■ **Exercise inputs**

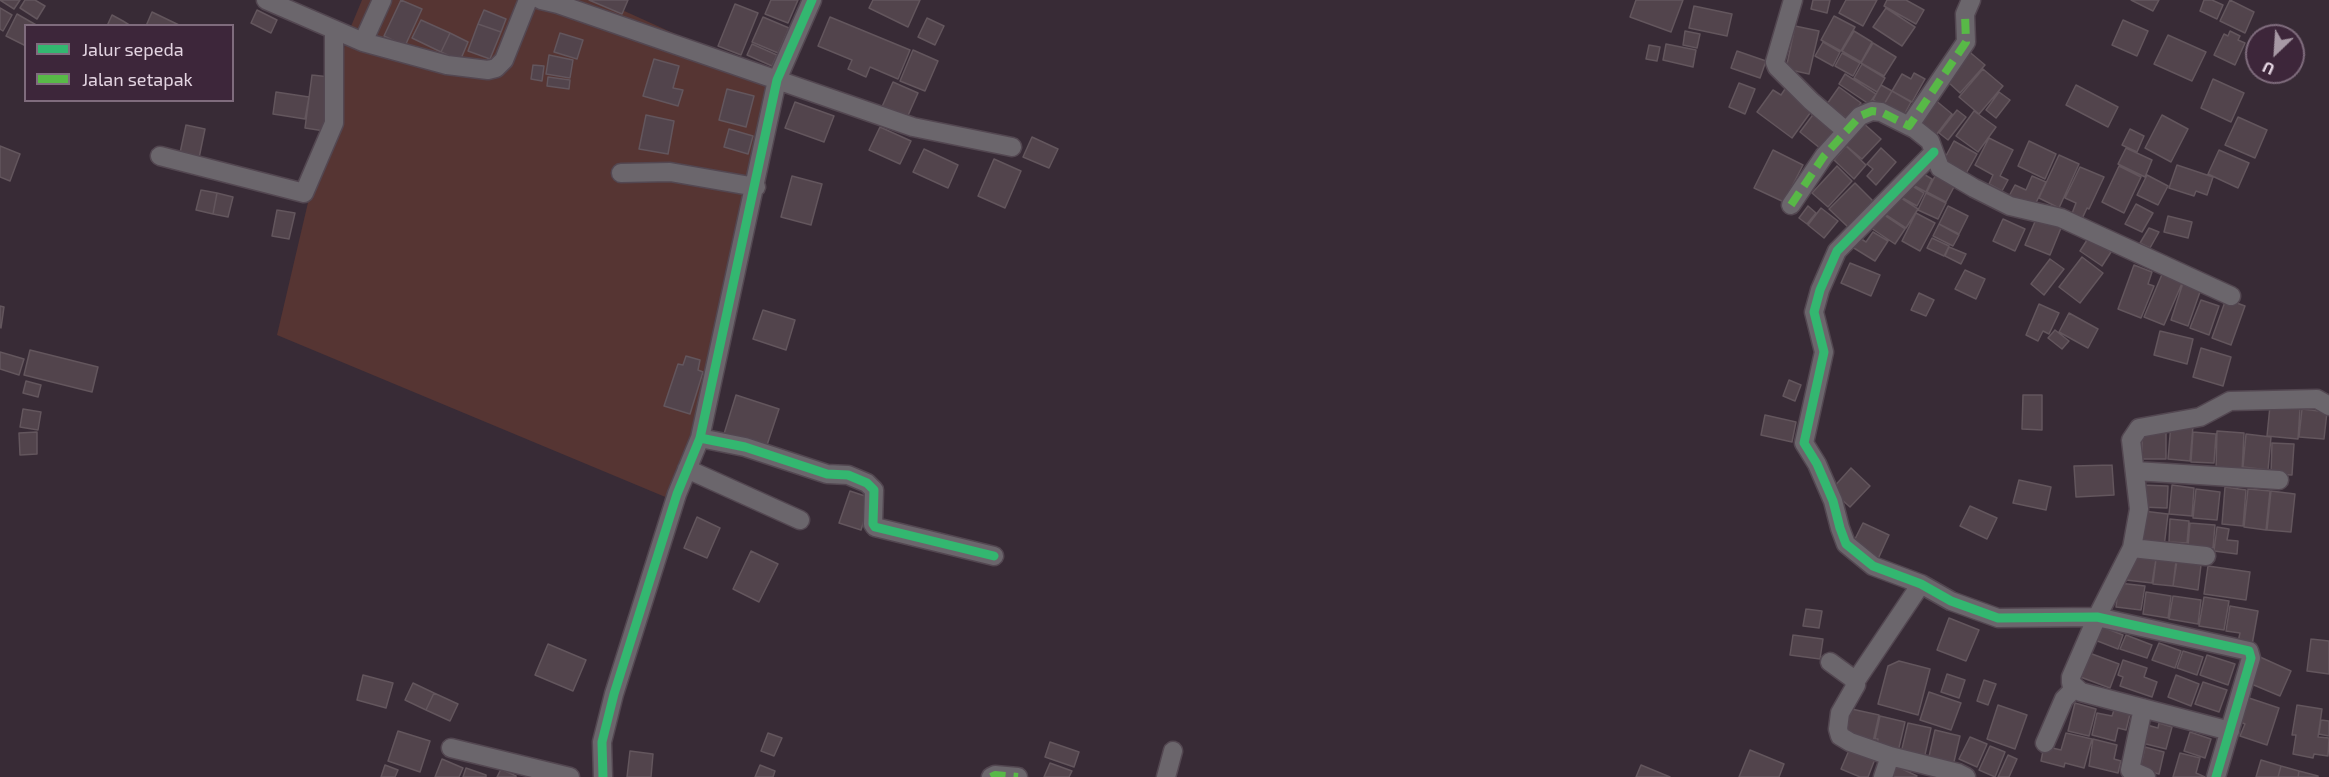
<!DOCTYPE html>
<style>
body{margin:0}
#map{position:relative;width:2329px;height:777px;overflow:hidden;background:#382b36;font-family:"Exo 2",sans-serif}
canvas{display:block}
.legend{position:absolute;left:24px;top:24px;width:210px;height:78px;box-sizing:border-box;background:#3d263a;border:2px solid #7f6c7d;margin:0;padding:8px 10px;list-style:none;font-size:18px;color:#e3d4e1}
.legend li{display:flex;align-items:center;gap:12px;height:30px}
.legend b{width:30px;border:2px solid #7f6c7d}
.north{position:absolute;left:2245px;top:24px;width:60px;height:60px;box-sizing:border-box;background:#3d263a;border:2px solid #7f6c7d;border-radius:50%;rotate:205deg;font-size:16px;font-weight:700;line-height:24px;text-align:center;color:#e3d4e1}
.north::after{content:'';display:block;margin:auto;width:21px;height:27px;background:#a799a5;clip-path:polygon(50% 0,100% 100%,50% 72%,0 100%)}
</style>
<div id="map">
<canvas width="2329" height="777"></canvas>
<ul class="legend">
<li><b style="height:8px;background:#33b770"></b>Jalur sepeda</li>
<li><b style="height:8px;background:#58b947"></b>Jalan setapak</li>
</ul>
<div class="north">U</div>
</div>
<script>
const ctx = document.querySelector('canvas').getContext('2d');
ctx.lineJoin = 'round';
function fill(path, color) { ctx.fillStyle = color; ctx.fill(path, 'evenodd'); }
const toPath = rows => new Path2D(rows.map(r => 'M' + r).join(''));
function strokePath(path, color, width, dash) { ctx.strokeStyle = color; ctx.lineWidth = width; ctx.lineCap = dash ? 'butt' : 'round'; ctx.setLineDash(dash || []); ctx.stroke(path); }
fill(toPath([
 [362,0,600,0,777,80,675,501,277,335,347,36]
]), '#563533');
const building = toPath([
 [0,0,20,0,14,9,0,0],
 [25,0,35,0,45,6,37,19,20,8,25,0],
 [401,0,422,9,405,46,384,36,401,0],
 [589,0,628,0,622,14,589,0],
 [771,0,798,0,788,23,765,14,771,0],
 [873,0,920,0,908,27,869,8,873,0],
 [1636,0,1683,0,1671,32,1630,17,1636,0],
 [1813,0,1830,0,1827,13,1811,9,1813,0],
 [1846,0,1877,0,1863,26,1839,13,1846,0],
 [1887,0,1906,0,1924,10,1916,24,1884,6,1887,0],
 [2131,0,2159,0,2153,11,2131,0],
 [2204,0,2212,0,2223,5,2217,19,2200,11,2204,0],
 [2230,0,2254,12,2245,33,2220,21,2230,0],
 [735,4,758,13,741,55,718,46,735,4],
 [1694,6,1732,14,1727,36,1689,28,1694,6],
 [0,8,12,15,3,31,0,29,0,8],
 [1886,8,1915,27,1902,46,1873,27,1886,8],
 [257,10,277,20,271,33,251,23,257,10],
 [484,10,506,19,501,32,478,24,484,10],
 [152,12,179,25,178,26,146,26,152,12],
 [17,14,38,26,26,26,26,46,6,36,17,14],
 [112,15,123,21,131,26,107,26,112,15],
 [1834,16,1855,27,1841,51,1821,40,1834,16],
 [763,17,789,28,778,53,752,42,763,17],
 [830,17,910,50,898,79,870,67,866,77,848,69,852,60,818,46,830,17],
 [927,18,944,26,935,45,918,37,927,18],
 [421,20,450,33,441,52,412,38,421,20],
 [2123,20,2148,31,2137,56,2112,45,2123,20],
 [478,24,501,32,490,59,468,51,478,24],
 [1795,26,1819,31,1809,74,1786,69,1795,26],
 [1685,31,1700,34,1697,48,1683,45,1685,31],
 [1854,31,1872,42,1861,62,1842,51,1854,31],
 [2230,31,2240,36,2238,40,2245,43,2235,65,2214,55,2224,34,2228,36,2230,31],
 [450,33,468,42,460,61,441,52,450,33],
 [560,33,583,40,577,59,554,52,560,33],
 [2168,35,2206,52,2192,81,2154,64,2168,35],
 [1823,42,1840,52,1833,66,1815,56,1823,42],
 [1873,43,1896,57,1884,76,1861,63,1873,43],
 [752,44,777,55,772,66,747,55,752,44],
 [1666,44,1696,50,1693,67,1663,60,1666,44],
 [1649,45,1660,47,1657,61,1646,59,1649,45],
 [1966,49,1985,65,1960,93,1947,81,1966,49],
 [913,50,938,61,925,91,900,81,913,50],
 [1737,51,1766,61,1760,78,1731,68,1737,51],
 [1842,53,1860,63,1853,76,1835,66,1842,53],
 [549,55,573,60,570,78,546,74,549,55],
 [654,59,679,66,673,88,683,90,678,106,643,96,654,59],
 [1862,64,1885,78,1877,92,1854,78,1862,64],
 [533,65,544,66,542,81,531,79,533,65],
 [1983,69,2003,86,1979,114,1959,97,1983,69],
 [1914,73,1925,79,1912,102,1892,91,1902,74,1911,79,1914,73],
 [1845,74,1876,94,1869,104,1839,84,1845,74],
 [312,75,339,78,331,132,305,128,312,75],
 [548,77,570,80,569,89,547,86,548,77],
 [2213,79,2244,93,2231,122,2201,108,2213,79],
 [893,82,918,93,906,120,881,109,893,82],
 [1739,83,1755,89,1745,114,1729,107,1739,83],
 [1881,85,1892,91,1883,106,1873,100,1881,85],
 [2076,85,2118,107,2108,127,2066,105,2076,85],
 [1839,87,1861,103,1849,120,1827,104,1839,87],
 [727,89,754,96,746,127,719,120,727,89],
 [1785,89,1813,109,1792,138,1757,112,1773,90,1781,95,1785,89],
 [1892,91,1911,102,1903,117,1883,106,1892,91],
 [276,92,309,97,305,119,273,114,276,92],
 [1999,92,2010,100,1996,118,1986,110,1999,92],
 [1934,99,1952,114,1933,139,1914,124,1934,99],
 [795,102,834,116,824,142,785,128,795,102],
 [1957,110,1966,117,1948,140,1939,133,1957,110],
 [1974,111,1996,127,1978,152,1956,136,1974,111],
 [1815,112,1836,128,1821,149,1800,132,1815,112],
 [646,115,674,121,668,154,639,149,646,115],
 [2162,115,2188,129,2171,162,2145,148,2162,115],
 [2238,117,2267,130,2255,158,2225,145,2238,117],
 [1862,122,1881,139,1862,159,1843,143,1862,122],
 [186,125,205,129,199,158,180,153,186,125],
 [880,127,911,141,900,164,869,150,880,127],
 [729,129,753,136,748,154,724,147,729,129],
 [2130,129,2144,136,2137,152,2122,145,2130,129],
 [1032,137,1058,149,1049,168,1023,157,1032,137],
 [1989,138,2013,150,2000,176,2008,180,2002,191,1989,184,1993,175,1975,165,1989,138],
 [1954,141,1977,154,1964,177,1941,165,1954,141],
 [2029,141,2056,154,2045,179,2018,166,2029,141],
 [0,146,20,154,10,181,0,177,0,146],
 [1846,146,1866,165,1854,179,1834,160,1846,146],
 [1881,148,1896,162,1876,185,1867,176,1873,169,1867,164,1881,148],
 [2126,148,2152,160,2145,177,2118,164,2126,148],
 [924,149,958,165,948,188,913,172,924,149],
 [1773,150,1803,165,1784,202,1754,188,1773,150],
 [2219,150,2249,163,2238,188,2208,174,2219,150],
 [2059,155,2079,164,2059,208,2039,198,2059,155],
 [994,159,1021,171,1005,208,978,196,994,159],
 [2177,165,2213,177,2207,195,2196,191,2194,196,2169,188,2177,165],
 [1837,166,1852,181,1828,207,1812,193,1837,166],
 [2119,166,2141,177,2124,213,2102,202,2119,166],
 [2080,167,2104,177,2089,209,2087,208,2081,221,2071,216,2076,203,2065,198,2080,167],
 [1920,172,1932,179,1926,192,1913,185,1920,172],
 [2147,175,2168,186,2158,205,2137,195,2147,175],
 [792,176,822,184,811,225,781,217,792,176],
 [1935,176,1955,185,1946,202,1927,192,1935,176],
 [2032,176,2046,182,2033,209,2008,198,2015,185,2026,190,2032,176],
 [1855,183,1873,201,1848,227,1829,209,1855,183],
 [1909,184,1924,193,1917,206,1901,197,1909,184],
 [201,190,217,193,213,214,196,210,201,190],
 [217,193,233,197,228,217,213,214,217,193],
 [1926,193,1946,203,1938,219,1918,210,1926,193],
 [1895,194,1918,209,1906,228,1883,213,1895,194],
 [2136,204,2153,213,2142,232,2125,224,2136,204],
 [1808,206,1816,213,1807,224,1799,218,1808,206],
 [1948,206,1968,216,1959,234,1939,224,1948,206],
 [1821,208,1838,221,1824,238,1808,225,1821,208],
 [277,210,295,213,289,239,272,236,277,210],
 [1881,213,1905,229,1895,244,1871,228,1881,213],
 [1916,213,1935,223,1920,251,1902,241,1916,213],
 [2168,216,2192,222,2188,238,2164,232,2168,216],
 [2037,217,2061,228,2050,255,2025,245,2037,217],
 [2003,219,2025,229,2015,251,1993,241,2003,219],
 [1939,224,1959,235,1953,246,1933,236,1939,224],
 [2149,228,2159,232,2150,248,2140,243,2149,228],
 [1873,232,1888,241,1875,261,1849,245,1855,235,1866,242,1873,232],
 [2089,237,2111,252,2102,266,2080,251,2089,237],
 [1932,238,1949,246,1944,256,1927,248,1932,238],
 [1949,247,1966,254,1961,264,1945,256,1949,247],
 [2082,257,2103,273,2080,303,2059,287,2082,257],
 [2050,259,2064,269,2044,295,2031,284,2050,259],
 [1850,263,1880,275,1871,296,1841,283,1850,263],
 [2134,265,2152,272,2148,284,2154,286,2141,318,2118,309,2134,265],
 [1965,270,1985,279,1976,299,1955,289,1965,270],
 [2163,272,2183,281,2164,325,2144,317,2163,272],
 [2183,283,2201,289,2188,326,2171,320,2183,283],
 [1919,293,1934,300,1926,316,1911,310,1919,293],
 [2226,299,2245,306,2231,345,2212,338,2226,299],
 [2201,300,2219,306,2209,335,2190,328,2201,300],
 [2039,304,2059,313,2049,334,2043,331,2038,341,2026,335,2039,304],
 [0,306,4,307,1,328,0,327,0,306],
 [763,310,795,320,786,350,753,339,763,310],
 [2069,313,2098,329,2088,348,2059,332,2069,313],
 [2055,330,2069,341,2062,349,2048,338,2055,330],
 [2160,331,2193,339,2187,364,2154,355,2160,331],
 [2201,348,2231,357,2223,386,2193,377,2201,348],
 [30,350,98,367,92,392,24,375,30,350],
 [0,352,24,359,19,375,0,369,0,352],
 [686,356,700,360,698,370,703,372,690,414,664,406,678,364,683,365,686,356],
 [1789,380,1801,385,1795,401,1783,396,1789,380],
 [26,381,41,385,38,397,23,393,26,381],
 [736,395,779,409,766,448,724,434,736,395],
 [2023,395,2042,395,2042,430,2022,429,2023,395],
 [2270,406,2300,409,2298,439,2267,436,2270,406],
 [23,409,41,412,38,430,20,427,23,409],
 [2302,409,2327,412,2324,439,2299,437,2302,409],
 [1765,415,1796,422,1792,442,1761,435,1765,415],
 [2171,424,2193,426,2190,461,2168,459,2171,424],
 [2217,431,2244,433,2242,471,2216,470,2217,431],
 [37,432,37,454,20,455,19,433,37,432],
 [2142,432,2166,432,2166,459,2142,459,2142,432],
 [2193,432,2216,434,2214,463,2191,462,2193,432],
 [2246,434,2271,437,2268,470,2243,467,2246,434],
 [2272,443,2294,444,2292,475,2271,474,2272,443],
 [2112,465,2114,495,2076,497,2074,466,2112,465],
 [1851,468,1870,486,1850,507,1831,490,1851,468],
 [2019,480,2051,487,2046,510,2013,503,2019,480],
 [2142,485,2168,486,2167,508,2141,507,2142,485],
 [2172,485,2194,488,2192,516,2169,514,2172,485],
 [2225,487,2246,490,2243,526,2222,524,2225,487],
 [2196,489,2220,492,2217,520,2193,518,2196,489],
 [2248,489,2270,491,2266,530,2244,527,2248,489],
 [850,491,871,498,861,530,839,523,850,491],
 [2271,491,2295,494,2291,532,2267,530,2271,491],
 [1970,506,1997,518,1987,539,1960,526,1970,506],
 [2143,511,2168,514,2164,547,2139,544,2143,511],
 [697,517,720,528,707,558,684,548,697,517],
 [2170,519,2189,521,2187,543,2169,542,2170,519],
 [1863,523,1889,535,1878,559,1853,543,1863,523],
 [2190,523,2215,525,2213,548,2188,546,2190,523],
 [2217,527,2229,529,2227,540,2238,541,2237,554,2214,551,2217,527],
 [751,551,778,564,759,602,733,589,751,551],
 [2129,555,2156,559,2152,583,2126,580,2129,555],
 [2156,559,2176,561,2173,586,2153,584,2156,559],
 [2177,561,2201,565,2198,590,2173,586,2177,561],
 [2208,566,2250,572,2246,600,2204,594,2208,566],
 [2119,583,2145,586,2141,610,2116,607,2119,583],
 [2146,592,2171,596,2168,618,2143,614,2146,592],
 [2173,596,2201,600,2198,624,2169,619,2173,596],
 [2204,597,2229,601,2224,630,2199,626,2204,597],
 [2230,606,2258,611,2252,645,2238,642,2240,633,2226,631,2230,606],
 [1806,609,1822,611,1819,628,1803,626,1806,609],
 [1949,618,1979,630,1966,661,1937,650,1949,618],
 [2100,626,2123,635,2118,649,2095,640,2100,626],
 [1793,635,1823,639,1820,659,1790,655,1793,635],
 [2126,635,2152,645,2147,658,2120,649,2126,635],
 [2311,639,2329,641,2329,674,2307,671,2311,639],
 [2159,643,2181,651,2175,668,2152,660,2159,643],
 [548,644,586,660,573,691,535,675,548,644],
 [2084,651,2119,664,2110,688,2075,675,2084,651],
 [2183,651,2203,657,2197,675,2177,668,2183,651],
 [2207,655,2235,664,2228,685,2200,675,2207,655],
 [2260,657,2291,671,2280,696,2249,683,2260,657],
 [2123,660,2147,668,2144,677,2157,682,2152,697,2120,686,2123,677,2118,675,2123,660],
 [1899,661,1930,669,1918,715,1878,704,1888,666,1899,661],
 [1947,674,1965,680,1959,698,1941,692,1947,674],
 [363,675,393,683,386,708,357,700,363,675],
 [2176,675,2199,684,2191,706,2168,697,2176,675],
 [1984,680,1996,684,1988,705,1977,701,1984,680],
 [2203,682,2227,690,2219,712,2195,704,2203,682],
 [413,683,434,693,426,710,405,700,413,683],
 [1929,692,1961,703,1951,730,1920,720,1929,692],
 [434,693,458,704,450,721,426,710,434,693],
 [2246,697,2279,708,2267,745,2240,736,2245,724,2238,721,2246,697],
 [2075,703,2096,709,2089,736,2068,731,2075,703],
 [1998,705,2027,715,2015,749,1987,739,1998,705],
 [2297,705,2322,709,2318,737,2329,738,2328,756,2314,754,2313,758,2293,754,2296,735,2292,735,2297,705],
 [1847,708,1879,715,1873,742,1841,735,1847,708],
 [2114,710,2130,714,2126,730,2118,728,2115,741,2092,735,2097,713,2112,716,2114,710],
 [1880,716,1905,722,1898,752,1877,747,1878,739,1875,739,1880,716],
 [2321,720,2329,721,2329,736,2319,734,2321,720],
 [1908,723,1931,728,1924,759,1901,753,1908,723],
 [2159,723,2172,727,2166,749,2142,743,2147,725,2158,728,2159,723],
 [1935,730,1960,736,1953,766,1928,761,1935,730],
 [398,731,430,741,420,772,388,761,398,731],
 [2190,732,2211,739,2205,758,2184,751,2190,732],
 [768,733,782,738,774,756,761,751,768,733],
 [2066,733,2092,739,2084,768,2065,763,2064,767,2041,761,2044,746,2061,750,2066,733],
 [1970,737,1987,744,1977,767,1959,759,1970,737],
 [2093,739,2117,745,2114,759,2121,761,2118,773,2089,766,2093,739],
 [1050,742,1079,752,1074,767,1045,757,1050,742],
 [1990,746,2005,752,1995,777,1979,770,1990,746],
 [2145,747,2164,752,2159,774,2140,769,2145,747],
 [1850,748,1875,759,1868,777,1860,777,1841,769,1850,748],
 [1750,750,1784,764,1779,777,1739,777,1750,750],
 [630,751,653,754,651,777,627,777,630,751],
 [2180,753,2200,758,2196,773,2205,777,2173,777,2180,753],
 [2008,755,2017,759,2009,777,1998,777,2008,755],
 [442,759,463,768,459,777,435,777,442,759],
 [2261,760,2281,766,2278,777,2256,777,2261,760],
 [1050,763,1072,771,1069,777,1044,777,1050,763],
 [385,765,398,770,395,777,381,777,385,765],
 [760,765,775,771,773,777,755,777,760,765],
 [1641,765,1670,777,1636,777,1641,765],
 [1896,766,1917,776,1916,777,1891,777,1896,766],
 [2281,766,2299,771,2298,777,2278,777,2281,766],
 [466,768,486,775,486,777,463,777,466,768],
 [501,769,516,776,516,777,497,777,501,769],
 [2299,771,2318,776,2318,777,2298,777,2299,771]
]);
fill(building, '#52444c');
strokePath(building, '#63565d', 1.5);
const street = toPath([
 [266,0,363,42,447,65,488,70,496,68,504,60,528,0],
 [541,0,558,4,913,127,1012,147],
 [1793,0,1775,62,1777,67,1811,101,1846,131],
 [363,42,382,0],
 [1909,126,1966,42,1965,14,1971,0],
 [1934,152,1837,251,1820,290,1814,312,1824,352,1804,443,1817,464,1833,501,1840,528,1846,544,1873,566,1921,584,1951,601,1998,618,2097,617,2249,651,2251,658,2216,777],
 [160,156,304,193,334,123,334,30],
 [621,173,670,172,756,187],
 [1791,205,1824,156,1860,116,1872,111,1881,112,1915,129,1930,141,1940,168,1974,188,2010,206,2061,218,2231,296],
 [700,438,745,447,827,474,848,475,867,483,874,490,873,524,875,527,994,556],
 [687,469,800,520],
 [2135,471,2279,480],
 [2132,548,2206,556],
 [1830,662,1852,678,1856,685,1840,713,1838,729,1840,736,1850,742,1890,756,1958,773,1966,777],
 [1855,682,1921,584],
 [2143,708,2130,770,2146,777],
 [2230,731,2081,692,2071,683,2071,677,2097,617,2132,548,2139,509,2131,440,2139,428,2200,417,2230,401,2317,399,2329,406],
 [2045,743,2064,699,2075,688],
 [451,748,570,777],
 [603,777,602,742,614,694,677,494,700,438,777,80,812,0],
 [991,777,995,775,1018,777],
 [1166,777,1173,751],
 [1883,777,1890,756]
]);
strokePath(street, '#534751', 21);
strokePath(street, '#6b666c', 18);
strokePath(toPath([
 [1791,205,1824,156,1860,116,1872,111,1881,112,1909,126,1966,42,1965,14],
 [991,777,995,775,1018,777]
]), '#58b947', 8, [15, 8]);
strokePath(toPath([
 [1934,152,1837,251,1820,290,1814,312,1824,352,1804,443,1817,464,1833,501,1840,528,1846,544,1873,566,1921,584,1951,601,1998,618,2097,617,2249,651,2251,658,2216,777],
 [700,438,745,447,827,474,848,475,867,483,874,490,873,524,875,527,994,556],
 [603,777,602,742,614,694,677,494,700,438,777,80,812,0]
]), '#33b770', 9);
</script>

■ **Goal of the exercise**
The lines running from the beginning of the listing above through the line that holds "const toPath = rows" are to be duplicated exactly, both ends kept, pictures omitted.

■ **Solution for this problem**
<!DOCTYPE html>
<style>
body{margin:0}
#map{position:relative;width:2329px;height:777px;overflow:hidden;background:#382b36;font-family:"Exo 2",sans-serif}
canvas{display:block}
.legend{position:absolute;left:24px;top:24px;width:210px;height:78px;box-sizing:border-box;background:#3d263a;border:2px solid #7f6c7d;margin:0;padding:8px 10px;list-style:none;font-size:18px;color:#e3d4e1}
.legend li{display:flex;align-items:center;gap:12px;height:30px}
.legend b{width:30px;border:2px solid #7f6c7d}
.north{position:absolute;left:2245px;top:24px;width:60px;height:60px;box-sizing:border-box;background:#3d263a;border:2px solid #7f6c7d;border-radius:50%;rotate:205deg;font-size:16px;font-weight:700;line-height:24px;text-align:center;color:#e3d4e1}
.north::after{content:'';display:block;margin:auto;width:21px;height:27px;background:#a799a5;clip-path:polygon(50% 0,100% 100%,50% 72%,0 100%)}
</style>
<div id="map">
<canvas width="2329" height="777"></canvas>
<ul class="legend">
<li><b style="height:8px;background:#33b770"></b>Jalur sepeda</li>
<li><b style="height:8px;background:#58b947"></b>Jalan setapak</li>
</ul>
<div class="north">U</div>
</div>
<script>
const ctx = document.querySelector('canvas').getContext('2d');
ctx.lineJoin = 'round';
function fill(path, color) { ctx.fillStyle = color; ctx.fill(path, 'evenodd'); }
const toPath = rows => new Path2D(rows.map(r => 'M' + r).join(''));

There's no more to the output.